Bayesian optimization is a prominent method for optimizing expensive to evaluate black-box functions that is prominently applied to tuning the hyperparameters of machine learning algorithms. Despite its successes, the prototypical Bayesian optimization approach - using Gaussian process models - does not scale well to either many hyperparameters or many function evaluations. Attacking this lack of scalability and flexibility is thus one of the key challenges of the field. We present a general approach for using flexible parametric models (neural networks) for Bayesian optimization, staying as close to a truly Bayesian treatment as possible. We obtain scalability through stochastic gradient Hamiltonian Monte Carlo, whose robustness we improve via a scale adaptation. Experiments including multi-task Bayesian optimization with 21 tasks, parallel optimization of deep neural networks and deep reinforcement learning show the power and flexibility of this approach.
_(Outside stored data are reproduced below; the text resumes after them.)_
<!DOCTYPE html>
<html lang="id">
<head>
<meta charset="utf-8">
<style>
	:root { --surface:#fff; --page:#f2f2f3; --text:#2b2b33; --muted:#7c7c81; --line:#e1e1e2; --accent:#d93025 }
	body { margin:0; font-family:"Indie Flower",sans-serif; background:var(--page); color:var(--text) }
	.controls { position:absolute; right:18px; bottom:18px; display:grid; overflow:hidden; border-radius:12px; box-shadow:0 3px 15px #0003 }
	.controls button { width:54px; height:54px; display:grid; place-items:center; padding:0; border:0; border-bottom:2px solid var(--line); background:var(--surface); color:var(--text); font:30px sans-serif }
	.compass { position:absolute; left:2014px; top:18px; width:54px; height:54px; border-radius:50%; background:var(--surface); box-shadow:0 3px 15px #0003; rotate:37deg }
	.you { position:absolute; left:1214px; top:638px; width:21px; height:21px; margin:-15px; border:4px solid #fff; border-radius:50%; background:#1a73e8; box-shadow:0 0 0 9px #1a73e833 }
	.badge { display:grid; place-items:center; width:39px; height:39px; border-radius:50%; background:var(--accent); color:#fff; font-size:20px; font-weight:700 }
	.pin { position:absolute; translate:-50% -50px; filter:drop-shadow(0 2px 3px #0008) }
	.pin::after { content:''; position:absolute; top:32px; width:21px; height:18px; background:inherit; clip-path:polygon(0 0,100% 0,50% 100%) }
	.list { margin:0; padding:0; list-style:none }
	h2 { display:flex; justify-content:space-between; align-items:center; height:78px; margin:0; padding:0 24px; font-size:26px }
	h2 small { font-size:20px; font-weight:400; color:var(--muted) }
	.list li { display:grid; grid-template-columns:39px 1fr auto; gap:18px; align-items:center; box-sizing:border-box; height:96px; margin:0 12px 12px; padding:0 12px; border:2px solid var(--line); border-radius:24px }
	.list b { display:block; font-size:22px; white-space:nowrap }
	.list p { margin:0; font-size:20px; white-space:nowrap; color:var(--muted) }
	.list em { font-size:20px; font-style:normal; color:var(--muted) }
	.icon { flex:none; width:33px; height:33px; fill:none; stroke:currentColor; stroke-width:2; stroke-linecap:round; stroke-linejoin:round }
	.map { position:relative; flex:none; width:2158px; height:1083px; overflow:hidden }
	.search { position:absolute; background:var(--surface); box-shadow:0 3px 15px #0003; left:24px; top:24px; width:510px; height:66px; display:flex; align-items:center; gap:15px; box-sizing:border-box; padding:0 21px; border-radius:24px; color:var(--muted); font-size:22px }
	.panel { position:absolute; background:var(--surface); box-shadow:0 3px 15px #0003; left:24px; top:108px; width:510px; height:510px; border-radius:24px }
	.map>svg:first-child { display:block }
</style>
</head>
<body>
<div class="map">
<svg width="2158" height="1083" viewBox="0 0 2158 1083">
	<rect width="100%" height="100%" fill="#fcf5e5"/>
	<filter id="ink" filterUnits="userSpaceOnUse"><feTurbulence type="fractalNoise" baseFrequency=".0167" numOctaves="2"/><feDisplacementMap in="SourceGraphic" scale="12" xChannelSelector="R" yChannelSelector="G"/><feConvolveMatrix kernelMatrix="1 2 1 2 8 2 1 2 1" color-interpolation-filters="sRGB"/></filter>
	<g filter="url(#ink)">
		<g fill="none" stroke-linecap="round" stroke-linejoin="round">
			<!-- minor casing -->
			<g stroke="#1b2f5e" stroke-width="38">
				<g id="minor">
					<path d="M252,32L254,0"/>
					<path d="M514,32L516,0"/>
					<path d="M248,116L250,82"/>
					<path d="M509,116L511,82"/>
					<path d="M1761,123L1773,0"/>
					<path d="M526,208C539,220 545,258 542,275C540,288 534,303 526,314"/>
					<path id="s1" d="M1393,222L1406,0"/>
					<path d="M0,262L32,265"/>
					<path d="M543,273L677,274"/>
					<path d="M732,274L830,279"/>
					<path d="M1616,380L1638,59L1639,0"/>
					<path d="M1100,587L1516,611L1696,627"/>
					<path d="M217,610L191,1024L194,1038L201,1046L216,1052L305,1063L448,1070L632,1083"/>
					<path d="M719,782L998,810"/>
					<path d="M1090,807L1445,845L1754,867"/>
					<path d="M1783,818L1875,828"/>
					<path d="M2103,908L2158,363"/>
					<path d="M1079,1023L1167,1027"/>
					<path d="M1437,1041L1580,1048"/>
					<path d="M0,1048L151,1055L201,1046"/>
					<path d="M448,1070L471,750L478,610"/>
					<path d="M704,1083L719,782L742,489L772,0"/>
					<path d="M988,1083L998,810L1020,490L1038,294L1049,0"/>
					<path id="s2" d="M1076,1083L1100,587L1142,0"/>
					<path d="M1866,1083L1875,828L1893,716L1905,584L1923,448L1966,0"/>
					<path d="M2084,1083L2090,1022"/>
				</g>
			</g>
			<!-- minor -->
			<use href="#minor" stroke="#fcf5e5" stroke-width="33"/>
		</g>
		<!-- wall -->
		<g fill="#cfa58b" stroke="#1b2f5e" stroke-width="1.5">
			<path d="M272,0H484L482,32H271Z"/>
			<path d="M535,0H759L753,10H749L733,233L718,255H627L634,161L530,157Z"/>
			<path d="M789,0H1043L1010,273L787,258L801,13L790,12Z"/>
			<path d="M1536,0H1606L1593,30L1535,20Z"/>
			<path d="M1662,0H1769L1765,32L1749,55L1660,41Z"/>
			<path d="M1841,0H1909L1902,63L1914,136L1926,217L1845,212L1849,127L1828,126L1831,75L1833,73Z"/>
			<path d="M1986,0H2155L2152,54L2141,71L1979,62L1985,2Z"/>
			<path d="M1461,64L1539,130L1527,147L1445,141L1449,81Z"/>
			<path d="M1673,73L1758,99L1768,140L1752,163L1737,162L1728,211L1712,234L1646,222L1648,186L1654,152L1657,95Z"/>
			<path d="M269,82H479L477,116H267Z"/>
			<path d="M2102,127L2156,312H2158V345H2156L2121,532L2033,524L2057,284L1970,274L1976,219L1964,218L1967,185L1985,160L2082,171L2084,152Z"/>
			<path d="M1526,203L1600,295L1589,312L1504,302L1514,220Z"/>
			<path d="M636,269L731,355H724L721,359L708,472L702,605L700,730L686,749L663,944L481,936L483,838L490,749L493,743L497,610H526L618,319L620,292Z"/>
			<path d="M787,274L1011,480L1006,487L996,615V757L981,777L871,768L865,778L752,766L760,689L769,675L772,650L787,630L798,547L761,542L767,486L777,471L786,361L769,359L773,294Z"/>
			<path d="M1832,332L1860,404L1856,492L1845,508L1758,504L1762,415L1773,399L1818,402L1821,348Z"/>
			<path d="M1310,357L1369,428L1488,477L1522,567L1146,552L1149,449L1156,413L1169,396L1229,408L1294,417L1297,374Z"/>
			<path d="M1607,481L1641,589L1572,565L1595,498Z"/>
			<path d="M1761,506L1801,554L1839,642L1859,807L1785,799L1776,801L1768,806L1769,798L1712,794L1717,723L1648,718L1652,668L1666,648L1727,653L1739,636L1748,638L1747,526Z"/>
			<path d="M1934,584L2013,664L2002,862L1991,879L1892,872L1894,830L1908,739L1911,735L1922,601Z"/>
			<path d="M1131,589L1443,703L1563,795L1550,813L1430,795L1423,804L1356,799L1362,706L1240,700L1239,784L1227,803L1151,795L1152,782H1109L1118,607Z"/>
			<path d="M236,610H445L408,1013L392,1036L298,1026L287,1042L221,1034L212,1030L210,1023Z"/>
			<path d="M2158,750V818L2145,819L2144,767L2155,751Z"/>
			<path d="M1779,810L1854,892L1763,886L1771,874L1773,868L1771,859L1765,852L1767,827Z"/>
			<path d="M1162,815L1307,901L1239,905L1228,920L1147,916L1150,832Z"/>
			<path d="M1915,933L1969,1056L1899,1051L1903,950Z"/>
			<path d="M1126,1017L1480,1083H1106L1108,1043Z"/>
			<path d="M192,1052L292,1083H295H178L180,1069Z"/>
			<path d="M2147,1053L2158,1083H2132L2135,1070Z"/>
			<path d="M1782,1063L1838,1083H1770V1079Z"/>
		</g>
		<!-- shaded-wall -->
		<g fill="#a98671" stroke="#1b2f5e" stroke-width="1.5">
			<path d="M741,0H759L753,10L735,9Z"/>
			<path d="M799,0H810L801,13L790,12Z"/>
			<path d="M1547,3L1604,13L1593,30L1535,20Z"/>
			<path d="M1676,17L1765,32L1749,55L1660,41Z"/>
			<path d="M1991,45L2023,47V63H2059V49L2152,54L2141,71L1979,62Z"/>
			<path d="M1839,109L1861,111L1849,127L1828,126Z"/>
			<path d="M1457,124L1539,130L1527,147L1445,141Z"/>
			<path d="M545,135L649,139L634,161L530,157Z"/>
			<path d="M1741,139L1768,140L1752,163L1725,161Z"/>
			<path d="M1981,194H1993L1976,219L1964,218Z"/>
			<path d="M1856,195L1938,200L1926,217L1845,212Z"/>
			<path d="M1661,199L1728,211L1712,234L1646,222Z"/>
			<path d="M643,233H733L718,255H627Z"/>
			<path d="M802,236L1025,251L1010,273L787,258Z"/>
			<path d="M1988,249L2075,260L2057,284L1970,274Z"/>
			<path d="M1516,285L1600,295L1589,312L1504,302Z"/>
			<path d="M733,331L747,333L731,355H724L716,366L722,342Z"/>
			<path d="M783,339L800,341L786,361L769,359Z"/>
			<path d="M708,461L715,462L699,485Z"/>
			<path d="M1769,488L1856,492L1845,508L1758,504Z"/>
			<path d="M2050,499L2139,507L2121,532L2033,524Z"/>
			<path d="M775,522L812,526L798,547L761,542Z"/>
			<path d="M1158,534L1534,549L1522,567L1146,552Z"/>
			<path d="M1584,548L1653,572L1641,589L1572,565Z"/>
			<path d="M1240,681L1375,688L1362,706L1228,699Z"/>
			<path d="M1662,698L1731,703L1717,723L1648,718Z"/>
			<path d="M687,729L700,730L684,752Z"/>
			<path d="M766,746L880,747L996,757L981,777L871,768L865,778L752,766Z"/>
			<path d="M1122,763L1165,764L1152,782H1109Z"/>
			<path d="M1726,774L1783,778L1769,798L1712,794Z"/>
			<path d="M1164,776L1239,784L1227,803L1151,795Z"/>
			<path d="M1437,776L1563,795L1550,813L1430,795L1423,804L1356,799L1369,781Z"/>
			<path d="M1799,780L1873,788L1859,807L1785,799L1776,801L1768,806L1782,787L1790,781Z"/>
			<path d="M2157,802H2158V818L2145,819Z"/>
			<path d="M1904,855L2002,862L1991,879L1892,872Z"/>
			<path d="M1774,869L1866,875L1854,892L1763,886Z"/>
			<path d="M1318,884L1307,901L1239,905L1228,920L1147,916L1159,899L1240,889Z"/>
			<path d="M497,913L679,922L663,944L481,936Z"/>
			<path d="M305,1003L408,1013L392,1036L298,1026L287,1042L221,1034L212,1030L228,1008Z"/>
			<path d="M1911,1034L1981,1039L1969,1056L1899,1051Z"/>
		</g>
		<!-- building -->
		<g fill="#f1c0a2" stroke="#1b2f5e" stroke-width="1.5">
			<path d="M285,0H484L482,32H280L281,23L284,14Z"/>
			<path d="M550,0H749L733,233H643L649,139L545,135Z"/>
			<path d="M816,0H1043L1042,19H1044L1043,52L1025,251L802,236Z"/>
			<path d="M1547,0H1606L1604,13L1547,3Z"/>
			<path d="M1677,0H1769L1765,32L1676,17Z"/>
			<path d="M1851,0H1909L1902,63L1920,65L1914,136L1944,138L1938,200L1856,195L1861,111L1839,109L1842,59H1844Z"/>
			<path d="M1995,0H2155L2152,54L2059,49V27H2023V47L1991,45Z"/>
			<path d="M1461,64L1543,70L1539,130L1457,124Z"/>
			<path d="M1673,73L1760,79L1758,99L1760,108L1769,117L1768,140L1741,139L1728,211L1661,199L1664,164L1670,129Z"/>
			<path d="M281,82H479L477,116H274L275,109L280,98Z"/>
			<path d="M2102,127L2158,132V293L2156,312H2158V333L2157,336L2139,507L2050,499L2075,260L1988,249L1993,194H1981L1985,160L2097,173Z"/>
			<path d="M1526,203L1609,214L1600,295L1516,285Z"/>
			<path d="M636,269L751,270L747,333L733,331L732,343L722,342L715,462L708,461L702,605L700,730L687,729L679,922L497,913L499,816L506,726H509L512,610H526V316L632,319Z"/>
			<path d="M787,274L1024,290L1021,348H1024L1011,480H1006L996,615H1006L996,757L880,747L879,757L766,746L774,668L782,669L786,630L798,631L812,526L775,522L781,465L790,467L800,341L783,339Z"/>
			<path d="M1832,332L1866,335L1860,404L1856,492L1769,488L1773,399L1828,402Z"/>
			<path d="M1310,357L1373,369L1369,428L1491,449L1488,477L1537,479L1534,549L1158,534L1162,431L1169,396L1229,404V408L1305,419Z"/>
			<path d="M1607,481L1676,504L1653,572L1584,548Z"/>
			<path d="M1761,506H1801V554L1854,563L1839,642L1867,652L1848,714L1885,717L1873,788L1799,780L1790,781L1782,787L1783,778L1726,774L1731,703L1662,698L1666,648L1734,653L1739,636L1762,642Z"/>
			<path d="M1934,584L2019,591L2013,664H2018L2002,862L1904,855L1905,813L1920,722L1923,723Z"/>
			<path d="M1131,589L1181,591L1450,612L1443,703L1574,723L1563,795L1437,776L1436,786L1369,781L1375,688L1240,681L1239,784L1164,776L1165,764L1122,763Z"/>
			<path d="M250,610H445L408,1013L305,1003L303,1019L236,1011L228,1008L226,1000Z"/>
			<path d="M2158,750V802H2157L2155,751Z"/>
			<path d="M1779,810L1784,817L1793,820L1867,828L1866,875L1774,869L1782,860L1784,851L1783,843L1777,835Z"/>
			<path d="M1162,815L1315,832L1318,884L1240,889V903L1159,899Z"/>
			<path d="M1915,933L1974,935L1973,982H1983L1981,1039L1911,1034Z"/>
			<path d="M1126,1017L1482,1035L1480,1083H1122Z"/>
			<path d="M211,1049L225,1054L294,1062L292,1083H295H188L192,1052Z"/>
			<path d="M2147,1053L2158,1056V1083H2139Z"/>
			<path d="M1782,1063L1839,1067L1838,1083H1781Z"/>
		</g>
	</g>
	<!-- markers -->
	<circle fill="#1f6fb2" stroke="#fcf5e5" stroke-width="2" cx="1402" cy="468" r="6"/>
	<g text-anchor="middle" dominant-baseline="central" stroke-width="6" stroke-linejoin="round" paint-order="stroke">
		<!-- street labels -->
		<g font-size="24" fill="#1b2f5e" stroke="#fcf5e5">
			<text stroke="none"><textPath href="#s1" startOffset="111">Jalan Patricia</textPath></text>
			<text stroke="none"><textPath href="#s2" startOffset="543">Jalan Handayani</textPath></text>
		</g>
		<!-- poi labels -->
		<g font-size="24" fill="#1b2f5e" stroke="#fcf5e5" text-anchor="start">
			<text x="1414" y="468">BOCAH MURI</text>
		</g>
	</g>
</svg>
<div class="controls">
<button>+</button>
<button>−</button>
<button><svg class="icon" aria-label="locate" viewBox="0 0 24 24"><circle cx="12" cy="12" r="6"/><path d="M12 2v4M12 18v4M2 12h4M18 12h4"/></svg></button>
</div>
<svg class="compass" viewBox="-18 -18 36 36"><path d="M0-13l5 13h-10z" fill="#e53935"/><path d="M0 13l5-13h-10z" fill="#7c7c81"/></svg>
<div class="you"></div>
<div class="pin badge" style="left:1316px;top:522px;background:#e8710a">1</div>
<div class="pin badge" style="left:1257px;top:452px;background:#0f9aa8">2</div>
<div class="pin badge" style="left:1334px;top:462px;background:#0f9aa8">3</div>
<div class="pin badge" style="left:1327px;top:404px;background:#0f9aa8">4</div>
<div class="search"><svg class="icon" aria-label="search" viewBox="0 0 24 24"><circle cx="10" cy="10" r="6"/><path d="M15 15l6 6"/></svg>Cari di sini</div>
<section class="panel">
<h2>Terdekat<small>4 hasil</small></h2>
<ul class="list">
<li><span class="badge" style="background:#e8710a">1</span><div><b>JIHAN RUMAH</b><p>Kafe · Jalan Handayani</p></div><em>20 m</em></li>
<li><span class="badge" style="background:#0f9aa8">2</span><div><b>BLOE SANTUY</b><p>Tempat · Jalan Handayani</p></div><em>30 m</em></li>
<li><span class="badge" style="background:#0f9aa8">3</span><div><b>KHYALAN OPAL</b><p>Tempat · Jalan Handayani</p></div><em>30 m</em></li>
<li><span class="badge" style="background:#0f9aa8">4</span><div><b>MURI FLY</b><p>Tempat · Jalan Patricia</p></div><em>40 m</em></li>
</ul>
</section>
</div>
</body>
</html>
NeurIPS Conference 2015 Conference Paper

Efficient and Robust Automated Machine Learning

  • Matthias Feurer
  • Aaron Klein
  • Katharina Eggensperger
  • Jost Springenberg
  • Manuel Blum
  • Frank Hutter

The success of machine learning in a broad range of applications has led to an ever-growing demand for machine learning systems that can be used off the shelf by non-experts. To be effective in practice, such systems need to automatically choose a good algorithm and feature preprocessing steps for a new dataset at hand, and also set their respective hyperparameters. Recent work has started to tackle this automated machine learning (AutoML) problem with the help of efficient Bayesian optimization methods. In this work we introduce a robust new AutoML system based on scikit-learn (using 15 classifiers, 14 feature preprocessing methods, and 4 data preprocessing methods, giving rise to a structured hypothesis space with 110 hyperparameters). This system, which we dub auto-sklearn, improves on existing AutoML methods by automatically taking into account past performance on similar datasets, and by constructing ensembles from the models evaluated during the optimization. Our system won the first phase of the ongoing ChaLearn AutoML challenge, and our comprehensive analysis on over 100 diverse datasets shows that it substantially outperforms the previous state of the art in AutoML. We also demonstrate the performance gains due to each of our contributions and derive insights into the effectiveness of the individual components of auto-sklearn.